While participants shared mixed views about the value of indexed discovery services at their institutions, with some expressing the sense of their real value especially for undergraduates, no doubt was expressed that a high share of academic search takes place through non-library services, such as Google. Put another way, the library has a minority market share for academic search. Market share is a useful metric for thinking about resource allocations wherever resources are limited and choices must therefore be made about where to focus investments. In the case at hand, libraries have made significant investments in indexed discovery services, but they have not made similar types of investments to facilitate other discovery channels nor to create new services that would address a series of very real unmet researcher needs.
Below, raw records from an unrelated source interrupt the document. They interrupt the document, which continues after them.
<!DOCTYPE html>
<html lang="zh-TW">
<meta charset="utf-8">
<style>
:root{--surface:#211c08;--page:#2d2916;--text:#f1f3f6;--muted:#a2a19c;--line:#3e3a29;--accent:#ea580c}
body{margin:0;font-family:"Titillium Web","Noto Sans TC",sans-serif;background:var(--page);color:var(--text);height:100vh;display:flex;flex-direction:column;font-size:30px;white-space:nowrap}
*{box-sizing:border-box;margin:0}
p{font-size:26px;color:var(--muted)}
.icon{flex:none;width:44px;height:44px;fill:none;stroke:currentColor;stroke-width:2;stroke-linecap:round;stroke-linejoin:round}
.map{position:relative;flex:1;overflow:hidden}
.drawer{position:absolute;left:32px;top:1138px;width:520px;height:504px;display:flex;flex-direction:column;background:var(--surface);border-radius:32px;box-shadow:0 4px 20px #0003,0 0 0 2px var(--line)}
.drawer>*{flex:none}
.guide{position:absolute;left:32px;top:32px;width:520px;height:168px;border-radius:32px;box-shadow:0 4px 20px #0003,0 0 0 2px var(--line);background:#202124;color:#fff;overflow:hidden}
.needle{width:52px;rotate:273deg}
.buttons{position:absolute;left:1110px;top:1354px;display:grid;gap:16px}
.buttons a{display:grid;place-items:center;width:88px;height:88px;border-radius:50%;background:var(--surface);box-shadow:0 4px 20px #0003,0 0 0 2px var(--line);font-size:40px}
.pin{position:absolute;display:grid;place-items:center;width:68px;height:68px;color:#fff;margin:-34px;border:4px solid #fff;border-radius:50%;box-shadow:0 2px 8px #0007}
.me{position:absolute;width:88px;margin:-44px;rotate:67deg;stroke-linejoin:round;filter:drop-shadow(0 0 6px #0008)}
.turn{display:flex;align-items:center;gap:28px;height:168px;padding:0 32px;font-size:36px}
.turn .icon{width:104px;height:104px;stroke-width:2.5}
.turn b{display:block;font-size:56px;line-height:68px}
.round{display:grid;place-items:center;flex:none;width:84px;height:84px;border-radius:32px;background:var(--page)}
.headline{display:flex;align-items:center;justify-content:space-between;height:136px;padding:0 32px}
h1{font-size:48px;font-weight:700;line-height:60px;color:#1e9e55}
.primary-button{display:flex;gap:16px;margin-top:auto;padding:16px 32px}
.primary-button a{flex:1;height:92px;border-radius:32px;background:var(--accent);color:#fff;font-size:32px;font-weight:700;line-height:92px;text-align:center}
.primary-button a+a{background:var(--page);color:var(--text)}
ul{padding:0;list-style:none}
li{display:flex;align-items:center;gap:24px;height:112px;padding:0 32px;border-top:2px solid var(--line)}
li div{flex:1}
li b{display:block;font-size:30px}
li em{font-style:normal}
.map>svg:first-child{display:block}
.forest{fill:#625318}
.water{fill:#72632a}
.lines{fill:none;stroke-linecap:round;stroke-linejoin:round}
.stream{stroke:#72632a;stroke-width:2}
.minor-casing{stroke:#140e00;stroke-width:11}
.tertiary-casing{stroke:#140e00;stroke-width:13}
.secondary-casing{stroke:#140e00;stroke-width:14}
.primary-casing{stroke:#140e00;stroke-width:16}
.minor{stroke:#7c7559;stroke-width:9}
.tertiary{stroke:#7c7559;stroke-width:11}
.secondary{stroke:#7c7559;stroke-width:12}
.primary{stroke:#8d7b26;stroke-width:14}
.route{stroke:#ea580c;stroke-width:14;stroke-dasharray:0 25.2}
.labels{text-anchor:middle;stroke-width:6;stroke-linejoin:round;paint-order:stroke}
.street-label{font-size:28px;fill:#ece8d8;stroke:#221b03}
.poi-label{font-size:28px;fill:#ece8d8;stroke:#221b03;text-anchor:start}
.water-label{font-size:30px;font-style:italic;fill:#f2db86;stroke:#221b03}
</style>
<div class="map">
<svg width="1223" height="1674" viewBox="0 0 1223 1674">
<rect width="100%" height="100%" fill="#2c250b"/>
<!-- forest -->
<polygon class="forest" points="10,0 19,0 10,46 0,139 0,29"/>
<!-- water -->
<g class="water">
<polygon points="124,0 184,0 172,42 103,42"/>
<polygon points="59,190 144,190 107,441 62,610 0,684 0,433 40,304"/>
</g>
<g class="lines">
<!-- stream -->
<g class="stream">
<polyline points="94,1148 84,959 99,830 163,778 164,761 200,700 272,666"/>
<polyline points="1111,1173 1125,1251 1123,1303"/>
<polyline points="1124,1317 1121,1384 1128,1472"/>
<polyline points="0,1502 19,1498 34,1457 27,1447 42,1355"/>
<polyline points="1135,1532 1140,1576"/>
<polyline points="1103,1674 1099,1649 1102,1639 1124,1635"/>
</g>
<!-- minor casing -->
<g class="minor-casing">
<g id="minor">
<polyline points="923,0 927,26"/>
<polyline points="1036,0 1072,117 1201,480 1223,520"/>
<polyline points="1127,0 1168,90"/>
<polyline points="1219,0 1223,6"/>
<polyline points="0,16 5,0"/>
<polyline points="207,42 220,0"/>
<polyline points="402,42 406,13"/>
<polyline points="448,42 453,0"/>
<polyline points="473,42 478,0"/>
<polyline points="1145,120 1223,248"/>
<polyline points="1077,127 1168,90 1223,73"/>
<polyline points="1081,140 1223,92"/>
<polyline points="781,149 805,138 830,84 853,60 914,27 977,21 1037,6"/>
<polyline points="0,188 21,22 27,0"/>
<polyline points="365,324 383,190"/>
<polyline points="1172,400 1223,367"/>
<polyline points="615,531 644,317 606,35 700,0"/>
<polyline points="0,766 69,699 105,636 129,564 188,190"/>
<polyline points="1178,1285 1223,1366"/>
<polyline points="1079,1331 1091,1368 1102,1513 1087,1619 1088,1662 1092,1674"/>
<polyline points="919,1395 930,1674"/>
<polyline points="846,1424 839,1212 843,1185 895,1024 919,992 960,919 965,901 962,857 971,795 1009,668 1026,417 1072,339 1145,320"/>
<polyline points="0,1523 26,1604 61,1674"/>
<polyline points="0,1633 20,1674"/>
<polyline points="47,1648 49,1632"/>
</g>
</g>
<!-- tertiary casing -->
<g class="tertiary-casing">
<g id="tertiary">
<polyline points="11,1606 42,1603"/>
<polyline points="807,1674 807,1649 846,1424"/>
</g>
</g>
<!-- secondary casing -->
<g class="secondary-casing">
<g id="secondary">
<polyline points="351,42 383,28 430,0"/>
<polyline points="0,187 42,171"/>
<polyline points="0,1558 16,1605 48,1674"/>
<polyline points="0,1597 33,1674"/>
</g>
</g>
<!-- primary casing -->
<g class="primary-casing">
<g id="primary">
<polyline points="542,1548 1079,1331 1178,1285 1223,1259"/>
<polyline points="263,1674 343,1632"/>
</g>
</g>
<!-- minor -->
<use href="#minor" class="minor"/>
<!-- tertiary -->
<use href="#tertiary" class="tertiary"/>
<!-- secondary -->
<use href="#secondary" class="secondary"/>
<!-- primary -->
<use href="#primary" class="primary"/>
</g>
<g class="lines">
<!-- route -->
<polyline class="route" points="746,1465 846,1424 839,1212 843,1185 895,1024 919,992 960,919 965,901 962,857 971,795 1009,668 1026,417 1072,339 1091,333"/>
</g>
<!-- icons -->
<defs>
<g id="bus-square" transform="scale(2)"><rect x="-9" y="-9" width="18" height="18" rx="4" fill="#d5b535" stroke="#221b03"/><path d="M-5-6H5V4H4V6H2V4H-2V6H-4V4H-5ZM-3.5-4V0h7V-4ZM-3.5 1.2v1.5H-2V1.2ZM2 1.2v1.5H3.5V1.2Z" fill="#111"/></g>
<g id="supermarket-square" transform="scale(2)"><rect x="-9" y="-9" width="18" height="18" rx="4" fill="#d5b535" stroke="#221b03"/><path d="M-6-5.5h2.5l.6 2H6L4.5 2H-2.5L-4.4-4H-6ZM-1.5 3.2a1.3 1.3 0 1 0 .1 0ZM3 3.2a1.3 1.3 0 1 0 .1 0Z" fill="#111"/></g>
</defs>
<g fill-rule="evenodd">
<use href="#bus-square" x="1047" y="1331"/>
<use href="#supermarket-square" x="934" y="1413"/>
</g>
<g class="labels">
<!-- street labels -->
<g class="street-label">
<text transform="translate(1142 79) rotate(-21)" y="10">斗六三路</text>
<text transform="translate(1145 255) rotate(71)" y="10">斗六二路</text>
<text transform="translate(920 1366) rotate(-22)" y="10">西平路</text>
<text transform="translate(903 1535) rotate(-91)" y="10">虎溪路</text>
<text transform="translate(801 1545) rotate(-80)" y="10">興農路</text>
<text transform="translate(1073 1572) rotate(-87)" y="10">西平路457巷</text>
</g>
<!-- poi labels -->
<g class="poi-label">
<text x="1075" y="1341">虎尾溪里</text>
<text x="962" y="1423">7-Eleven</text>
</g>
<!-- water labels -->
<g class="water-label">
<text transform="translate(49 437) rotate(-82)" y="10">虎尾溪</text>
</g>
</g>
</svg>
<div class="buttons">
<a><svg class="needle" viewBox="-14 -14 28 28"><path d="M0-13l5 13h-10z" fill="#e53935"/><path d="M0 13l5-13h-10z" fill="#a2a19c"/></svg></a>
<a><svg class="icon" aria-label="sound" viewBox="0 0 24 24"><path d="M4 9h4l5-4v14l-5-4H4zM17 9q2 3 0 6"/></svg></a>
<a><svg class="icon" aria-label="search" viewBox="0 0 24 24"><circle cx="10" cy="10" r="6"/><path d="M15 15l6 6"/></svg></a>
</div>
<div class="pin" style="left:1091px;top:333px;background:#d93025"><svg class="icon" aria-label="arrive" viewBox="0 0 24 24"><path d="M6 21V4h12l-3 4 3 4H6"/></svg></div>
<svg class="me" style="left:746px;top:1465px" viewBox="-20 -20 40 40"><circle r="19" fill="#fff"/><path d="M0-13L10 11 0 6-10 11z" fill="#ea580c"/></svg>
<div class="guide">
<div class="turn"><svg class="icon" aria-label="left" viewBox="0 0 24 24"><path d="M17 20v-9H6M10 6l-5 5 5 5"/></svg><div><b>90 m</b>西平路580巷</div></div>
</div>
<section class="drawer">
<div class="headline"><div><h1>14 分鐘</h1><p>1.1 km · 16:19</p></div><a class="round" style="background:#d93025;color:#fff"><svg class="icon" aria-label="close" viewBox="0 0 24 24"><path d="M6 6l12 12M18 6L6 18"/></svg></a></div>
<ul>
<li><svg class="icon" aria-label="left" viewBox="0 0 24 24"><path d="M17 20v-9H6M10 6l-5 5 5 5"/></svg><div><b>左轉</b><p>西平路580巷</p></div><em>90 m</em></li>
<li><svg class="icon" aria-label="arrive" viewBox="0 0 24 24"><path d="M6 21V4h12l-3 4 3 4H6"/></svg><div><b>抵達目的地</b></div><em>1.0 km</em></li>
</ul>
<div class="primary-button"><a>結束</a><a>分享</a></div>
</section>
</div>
I shared some examples of the types of discovery needs not currently being met, at least not by most academic libraries:

  • Current awareness about new publications in the research literature
  • Anticipatory discovery to deliver information when it will be most useful
  • Personalized search that helps to surface the most relevant results
  • New forms of collections visualization that bring browsing to the digital environment
  • Integrated discovery of library-acquired materials and personal collections together
  • Improvements in authentication and link resolver systems to reduce impediments between discovery and delivery

Some of these needs might be more appropriate than others for a given library to prioritize, but they suggest other ways to imagine the library’s role in support of discovery beyond serving as the starting-point for academic searches.

It is hard for many of us to take a critical perspective on whether we are making the right level of investment today in a traditional strength like the library as search starting-point. But budgets are not unlimited and there are opportunity costs associated with these choices. For example, if librarians are holding on unduly to the search starting-point role, are they doing so at the expense of new discovery roles where the library’s impact might be greater? These choices have consequences for our communities and over time our libraries’ strategic position within them.

Ultimately, libraries are served well by an ongoing and fearless re-evaluation of existing practices and traditional strengths alongside emerging needs and opportunities, in discovery as in other areas.